The above canvas is "Red Devil," a discontinued Halloween design by Melissa Shirley. I started working on him last spring and just finished. This is a 5 inch diameter circle, painted on 18 count canvas. It presented a lot of challenges, such as how to stitch the leaves, deciding what the orange area around his feet was, how to differentiate the black boots from his black gloves, and how to stitch his horns so they stood out against the orange pumpkin in the wreath. Luckily I love challenges like this!

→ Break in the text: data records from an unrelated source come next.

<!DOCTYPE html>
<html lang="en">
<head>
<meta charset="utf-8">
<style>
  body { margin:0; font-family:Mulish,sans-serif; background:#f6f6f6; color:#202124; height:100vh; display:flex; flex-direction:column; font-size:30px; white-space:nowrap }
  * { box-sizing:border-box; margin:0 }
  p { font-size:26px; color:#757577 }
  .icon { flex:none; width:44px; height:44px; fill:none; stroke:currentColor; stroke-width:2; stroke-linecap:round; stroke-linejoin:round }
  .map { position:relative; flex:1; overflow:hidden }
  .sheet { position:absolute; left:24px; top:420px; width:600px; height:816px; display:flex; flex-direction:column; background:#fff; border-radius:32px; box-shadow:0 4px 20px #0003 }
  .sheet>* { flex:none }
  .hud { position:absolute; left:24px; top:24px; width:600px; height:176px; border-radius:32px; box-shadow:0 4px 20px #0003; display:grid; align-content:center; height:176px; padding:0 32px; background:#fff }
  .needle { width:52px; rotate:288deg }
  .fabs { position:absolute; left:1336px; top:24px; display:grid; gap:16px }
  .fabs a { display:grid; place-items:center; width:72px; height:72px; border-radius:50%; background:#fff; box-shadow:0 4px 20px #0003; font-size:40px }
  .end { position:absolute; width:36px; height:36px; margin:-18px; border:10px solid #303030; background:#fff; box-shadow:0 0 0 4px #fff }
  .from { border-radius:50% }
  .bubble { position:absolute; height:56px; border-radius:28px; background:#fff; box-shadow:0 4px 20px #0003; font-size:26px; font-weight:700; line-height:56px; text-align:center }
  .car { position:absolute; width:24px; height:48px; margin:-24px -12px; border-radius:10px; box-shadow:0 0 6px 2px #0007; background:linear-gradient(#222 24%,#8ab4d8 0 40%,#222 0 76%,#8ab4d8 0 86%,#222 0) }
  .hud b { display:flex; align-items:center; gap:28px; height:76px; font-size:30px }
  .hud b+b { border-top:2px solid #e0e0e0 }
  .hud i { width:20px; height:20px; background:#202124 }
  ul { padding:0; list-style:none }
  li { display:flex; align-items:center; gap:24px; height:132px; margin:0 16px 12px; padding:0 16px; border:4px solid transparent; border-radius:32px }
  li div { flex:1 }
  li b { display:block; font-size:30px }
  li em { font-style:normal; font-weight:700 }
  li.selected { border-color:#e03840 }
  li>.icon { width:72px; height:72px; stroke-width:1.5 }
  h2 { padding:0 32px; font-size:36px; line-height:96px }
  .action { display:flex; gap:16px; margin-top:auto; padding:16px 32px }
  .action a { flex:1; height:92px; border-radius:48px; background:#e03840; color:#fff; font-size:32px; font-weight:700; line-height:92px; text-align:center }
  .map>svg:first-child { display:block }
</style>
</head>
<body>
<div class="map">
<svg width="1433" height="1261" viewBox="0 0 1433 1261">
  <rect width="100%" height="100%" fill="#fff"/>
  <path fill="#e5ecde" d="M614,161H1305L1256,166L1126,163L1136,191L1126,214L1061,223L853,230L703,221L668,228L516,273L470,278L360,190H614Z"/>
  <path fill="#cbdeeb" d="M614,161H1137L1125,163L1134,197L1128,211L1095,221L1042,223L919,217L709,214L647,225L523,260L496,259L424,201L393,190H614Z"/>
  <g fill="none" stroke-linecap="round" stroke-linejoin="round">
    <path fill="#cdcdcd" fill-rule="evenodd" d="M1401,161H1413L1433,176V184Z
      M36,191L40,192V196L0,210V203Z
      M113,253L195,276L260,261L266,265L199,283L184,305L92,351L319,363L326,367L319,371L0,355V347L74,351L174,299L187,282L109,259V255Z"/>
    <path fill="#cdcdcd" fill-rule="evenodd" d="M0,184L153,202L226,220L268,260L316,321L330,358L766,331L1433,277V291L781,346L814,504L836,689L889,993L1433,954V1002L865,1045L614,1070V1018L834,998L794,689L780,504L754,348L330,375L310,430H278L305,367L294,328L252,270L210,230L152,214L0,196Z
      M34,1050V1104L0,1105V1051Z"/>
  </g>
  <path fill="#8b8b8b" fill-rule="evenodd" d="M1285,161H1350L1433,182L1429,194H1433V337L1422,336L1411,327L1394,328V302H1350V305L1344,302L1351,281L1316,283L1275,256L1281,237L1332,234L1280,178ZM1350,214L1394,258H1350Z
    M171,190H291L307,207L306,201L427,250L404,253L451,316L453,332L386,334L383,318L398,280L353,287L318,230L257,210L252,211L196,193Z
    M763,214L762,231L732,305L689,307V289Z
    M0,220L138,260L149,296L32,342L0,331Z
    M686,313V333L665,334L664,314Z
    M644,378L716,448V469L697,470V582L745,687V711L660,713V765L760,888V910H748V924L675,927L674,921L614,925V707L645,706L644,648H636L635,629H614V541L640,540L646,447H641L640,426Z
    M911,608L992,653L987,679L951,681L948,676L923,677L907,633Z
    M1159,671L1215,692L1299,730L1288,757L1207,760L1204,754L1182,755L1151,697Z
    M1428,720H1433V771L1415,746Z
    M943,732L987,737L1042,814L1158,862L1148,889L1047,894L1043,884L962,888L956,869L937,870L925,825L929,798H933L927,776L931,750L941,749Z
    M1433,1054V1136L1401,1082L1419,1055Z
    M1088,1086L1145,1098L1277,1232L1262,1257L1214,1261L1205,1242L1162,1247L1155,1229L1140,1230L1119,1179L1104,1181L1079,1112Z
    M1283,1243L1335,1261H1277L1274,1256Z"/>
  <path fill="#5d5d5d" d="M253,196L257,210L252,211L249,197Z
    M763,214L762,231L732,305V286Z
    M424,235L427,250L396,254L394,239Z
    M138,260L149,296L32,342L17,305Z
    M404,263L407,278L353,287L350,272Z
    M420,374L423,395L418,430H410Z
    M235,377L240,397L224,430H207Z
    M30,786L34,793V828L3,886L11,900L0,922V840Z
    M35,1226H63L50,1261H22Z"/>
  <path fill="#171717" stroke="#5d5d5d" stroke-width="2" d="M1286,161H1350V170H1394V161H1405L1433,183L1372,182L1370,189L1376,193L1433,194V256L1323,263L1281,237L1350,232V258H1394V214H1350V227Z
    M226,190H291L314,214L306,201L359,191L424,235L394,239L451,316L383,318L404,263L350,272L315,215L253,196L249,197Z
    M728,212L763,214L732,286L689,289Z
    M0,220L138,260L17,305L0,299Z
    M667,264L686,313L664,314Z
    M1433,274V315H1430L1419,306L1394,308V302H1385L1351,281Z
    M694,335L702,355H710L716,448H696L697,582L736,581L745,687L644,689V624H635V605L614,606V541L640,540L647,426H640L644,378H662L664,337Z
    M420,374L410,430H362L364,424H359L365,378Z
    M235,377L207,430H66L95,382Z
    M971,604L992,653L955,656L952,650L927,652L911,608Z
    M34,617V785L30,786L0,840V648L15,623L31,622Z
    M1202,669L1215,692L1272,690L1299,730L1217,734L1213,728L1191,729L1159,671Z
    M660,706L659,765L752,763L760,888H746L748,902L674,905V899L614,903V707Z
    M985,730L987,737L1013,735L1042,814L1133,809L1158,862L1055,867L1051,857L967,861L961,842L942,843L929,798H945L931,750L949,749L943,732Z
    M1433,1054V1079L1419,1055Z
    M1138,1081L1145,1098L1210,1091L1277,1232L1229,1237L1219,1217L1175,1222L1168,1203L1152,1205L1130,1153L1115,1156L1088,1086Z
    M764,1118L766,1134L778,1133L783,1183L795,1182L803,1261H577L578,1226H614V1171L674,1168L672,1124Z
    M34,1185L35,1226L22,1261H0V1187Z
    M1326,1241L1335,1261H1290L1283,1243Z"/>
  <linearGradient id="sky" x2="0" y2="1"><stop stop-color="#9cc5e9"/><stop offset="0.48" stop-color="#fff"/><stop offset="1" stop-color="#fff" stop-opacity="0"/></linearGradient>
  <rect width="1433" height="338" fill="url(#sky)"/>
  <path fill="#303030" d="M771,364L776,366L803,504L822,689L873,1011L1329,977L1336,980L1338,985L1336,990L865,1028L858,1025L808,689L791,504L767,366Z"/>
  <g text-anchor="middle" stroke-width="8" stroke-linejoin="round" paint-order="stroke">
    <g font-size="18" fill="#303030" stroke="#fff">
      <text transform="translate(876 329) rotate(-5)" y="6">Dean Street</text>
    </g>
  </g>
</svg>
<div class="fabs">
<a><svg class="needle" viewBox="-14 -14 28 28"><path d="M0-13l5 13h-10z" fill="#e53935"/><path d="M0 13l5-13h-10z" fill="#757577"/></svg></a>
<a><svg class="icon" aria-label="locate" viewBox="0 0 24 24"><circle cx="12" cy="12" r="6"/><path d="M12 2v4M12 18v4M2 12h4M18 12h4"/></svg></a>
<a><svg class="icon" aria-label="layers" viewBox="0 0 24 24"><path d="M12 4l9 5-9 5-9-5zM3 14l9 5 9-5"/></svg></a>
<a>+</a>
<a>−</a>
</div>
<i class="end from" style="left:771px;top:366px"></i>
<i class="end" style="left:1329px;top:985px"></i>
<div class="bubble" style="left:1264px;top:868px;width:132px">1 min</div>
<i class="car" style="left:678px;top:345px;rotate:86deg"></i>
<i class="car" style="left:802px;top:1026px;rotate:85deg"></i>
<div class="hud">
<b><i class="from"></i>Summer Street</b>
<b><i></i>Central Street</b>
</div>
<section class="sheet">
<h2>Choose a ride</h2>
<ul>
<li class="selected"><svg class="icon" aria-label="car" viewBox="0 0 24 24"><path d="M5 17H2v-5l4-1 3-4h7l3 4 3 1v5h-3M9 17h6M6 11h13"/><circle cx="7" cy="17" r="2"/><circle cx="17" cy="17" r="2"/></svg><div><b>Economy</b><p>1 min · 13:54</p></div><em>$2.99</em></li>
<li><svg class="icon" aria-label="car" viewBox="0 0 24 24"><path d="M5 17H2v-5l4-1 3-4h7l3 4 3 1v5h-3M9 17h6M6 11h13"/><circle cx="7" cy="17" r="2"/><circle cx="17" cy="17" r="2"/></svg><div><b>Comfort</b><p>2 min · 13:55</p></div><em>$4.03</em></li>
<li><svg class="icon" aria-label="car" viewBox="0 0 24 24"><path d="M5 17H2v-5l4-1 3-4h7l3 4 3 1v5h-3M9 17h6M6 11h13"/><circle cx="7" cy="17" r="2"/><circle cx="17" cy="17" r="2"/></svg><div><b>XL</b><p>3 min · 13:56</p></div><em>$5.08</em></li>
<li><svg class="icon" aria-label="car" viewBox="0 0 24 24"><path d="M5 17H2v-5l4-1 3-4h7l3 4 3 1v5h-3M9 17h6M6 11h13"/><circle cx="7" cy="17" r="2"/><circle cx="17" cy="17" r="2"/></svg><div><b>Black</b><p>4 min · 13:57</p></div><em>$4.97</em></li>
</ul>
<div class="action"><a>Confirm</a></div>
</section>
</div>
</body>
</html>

Of course every challenge you solve immediately causes more challenges. For example, I decided I would applique Ultrasuede on the leaves. I have a canvas I want to use a lot of applique on, so this was a practice run of a sort for me. Of course, then I had to decide how to create the veins, if I was going to ignore the oak leaves' shading, and what to do about Red Devil's trident which is on top of a leaf and a small pumpkin? Finally I decided to ignore the shading on the leaves, use a sharp needle to create the veins with stem stitches and to work the trident in tent stitch through the Ultrasuede leaf using that same sharp needle.
I also decided to make the circle a rectangle so I tent stitched a rectangular area as well as the blue painted background. Of course the join between the areas shows, so I had to create a second "twisted grapevine" style wreath outside the first wreath to hide the slight difference in color.
To make the gloves different than the boots, I choose different threads. The boots are all brick stitch in perle cotton while the gloves are also brick stitch using a blend of Wisper and Petite Silk Lame Braid. The gloves were lightly brushed after stitching to make them even fuzzier.
The orange area I decided was the lining of Red Devil's cloak. I had to use light coverage stitches there because his clothes were done with light coverage stitches or using only one ply of silk. The clothing had to be the same depth although I did make his cloak collar stand out with the use of couched metallic around bullions.
To make the large pumpkin stand out, I beaded it. The smaller pumpkins in the wreath were done in Double Stitch using beads for the second step so that they looked a bit like the big pumpkin but were not as prominent as the large one, which is the focal point of the design.
Bringing Red Devil to life has been a fun journey. Now to figure out how to finish him!